Exercise details
Take the entries that follow and return exactly the lines from the one holding "Annotation task. Read this street" through the one holding "Convert this street", both included. Nothing else is needed.

Collected data

------------------------

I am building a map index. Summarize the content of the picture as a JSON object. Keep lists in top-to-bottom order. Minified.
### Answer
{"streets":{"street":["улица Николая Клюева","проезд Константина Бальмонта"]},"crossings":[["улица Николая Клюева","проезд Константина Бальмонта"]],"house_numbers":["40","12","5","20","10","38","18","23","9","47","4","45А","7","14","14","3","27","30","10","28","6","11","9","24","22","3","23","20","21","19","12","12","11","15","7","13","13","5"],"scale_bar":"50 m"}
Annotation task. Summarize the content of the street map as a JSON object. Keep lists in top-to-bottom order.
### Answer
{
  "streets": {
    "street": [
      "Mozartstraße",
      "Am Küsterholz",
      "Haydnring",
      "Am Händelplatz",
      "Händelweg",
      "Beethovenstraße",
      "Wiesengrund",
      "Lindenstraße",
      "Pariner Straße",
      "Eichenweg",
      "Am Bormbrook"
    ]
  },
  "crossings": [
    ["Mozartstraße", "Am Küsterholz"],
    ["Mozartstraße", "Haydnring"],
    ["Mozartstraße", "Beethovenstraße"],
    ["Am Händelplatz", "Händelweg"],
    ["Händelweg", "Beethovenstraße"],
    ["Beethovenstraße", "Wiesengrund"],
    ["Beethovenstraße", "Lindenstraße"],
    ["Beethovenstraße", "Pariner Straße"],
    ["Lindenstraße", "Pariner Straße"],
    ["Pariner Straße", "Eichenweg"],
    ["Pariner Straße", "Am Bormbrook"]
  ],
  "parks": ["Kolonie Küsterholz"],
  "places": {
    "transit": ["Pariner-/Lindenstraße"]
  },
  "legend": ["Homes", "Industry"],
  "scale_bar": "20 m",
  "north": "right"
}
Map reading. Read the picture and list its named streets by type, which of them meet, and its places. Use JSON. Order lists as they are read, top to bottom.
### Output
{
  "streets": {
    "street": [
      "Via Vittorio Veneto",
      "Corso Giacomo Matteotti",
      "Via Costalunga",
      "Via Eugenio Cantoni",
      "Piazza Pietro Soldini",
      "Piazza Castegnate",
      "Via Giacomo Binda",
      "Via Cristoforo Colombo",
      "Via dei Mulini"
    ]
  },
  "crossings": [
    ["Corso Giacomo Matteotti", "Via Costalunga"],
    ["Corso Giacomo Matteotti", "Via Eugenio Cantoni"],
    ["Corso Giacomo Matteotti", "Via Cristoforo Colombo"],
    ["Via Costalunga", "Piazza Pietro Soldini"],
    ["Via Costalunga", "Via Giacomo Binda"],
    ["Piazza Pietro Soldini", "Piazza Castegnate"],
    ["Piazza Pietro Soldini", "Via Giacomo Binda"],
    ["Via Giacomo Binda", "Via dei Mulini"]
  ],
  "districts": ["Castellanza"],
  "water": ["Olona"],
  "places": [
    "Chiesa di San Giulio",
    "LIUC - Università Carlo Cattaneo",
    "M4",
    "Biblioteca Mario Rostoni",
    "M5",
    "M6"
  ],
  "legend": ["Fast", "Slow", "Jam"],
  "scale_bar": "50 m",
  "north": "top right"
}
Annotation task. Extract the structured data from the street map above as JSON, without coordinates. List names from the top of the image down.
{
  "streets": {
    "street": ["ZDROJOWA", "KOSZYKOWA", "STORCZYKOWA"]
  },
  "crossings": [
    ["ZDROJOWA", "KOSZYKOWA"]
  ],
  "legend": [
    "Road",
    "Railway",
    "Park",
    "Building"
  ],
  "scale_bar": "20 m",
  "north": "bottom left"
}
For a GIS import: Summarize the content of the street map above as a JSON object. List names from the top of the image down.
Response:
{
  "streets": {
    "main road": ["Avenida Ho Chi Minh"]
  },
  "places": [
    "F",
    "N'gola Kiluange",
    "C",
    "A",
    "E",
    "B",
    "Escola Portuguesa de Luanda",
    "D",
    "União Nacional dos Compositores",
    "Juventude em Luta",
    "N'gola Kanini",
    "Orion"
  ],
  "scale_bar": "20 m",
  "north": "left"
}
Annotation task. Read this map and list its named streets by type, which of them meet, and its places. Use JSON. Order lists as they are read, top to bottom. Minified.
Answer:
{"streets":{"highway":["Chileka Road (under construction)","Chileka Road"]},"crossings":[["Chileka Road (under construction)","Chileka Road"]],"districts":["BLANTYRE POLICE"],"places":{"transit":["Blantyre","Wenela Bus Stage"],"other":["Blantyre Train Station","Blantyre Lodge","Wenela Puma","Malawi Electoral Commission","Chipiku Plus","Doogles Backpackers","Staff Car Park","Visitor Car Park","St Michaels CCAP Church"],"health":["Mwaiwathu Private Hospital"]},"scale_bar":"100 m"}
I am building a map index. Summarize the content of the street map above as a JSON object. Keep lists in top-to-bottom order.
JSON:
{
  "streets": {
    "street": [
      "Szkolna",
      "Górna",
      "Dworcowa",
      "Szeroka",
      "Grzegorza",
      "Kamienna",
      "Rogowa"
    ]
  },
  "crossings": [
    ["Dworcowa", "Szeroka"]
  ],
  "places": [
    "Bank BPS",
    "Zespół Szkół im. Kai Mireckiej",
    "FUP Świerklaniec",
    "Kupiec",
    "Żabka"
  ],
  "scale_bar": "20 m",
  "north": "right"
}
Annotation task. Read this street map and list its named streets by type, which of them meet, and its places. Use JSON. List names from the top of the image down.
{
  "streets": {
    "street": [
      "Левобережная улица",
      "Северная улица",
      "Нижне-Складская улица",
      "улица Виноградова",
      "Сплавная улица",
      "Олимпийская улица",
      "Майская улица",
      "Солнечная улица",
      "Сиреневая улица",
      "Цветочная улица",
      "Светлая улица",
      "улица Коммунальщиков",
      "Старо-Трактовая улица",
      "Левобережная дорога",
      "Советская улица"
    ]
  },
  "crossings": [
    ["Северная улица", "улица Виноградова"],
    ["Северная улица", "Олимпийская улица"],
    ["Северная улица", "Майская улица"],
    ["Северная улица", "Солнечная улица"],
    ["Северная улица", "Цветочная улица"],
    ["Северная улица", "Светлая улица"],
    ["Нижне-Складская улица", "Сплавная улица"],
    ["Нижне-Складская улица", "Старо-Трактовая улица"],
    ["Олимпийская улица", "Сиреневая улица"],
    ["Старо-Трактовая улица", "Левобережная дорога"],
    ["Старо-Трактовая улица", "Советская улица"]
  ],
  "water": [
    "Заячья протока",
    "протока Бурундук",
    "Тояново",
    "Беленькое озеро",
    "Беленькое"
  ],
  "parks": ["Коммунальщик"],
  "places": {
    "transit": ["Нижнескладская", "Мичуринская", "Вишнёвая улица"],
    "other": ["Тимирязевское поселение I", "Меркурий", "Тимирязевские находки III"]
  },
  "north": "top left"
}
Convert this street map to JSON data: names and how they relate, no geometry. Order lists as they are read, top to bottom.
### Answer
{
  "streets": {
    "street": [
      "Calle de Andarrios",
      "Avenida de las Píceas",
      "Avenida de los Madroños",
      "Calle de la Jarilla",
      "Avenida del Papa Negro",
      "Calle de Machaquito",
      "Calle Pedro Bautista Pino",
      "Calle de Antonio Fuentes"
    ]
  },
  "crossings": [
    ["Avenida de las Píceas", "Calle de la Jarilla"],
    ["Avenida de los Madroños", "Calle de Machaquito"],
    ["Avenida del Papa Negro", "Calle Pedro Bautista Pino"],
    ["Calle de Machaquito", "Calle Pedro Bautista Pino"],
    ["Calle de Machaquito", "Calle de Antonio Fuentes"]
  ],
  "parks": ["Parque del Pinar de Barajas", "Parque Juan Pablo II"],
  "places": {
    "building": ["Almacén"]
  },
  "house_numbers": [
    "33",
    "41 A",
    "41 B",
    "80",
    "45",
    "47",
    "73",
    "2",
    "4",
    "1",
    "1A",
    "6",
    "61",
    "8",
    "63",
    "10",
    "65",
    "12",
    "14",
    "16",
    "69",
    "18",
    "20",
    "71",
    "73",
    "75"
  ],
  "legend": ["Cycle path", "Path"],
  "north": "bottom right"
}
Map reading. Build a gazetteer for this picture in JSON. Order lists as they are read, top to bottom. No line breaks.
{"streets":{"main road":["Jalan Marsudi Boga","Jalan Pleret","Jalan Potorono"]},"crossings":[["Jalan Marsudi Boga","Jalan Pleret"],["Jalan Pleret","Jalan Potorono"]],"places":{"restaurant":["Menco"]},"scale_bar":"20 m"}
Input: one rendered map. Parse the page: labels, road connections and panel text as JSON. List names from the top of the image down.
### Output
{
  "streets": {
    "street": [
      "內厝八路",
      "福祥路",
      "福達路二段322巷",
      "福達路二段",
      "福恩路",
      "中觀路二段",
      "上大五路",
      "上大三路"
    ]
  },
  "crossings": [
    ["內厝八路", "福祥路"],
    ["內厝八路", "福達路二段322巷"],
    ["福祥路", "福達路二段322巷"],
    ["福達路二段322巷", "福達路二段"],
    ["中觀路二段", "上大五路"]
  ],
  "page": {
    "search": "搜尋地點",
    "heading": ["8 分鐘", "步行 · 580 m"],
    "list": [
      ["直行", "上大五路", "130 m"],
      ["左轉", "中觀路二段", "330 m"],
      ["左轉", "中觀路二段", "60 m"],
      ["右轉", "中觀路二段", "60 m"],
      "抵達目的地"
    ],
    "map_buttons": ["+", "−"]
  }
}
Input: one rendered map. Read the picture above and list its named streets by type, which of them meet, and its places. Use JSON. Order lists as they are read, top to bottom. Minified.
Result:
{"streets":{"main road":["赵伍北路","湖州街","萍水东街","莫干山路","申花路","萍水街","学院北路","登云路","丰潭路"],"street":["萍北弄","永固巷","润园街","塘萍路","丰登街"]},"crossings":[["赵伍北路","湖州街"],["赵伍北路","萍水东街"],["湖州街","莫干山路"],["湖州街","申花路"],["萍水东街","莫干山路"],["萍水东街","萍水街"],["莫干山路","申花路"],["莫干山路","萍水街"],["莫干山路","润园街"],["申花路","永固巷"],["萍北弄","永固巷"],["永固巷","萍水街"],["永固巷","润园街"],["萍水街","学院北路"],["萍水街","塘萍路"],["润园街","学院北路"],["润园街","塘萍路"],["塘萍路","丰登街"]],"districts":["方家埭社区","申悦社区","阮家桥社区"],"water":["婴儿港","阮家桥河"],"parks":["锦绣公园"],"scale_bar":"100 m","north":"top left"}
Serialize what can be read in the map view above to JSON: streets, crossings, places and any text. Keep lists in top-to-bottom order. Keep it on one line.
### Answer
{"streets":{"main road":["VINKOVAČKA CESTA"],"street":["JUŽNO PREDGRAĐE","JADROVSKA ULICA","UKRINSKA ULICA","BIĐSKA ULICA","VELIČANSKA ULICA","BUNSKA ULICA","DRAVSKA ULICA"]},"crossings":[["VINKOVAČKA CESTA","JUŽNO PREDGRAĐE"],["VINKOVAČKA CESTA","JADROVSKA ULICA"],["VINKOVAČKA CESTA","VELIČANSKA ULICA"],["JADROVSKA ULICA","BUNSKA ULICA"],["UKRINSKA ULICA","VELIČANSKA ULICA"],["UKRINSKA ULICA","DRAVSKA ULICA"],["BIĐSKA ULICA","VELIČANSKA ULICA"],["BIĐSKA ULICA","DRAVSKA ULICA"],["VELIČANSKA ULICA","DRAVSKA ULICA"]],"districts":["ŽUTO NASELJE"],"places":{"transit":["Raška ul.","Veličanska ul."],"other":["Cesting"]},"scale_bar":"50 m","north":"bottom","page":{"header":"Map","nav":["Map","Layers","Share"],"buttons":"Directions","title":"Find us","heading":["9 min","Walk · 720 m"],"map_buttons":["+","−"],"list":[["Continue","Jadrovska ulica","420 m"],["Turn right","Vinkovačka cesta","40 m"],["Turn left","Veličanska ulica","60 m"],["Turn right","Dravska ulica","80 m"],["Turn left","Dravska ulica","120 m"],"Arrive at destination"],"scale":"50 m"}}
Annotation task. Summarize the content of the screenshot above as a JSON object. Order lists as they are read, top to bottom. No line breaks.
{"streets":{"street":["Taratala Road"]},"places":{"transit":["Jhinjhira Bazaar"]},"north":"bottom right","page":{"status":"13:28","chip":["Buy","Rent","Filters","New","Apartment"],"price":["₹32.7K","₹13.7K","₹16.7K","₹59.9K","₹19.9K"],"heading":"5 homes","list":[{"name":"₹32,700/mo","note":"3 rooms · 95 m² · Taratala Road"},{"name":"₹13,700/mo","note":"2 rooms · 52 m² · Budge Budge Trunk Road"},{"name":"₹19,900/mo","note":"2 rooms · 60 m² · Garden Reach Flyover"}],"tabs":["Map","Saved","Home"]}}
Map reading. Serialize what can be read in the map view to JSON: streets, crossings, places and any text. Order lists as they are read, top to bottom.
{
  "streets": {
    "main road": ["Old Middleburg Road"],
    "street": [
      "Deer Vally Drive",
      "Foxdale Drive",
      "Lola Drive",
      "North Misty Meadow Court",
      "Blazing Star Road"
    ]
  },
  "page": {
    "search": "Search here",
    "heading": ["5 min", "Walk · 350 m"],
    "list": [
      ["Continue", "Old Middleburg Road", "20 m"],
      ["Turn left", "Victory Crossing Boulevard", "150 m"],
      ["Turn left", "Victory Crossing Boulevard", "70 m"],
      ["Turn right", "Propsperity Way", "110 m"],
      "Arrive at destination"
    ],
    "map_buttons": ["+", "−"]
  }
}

------------------------

Completed task
Annotation task. Read this street map and list its named streets by type, which of them meet, and its places. Use JSON. List names from the top of the image down.
{
  "streets": {
    "street": [
      "Левобережная улица",
      "Северная улица",
      "Нижне-Складская улица",
      "улица Виноградова",
      "Сплавная улица",
      "Олимпийская улица",
      "Майская улица",
      "Солнечная улица",
      "Сиреневая улица",
      "Цветочная улица",
      "Светлая улица",
      "улица Коммунальщиков",
      "Старо-Трактовая улица",
      "Левобережная дорога",
      "Советская улица"
    ]
  },
  "crossings": [
    ["Северная улица", "улица Виноградова"],
    ["Северная улица", "Олимпийская улица"],
    ["Северная улица", "Майская улица"],
    ["Северная улица", "Солнечная улица"],
    ["Северная улица", "Цветочная улица"],
    ["Северная улица", "Светлая улица"],
    ["Нижне-Складская улица", "Сплавная улица"],
    ["Нижне-Складская улица", "Старо-Трактовая улица"],
    ["Олимпийская улица", "Сиреневая улица"],
    ["Старо-Трактовая улица", "Левобережная дорога"],
    ["Старо-Трактовая улица", "Советская улица"]
  ],
  "water": [
    "Заячья протока",
    "протока Бурундук",
    "Тояново",
    "Беленькое озеро",
    "Беленькое"
  ],
  "parks": ["Коммунальщик"],
  "places": {
    "transit": ["Нижнескладская", "Мичуринская", "Вишнёвая улица"],
    "other": ["Тимирязевское поселение I", "Меркурий", "Тимирязевские находки III"]
  },
  "north": "top left"
}
Convert this street map to JSON data: names and how they relate, no geometry. Order lists as they are read, top to bottom.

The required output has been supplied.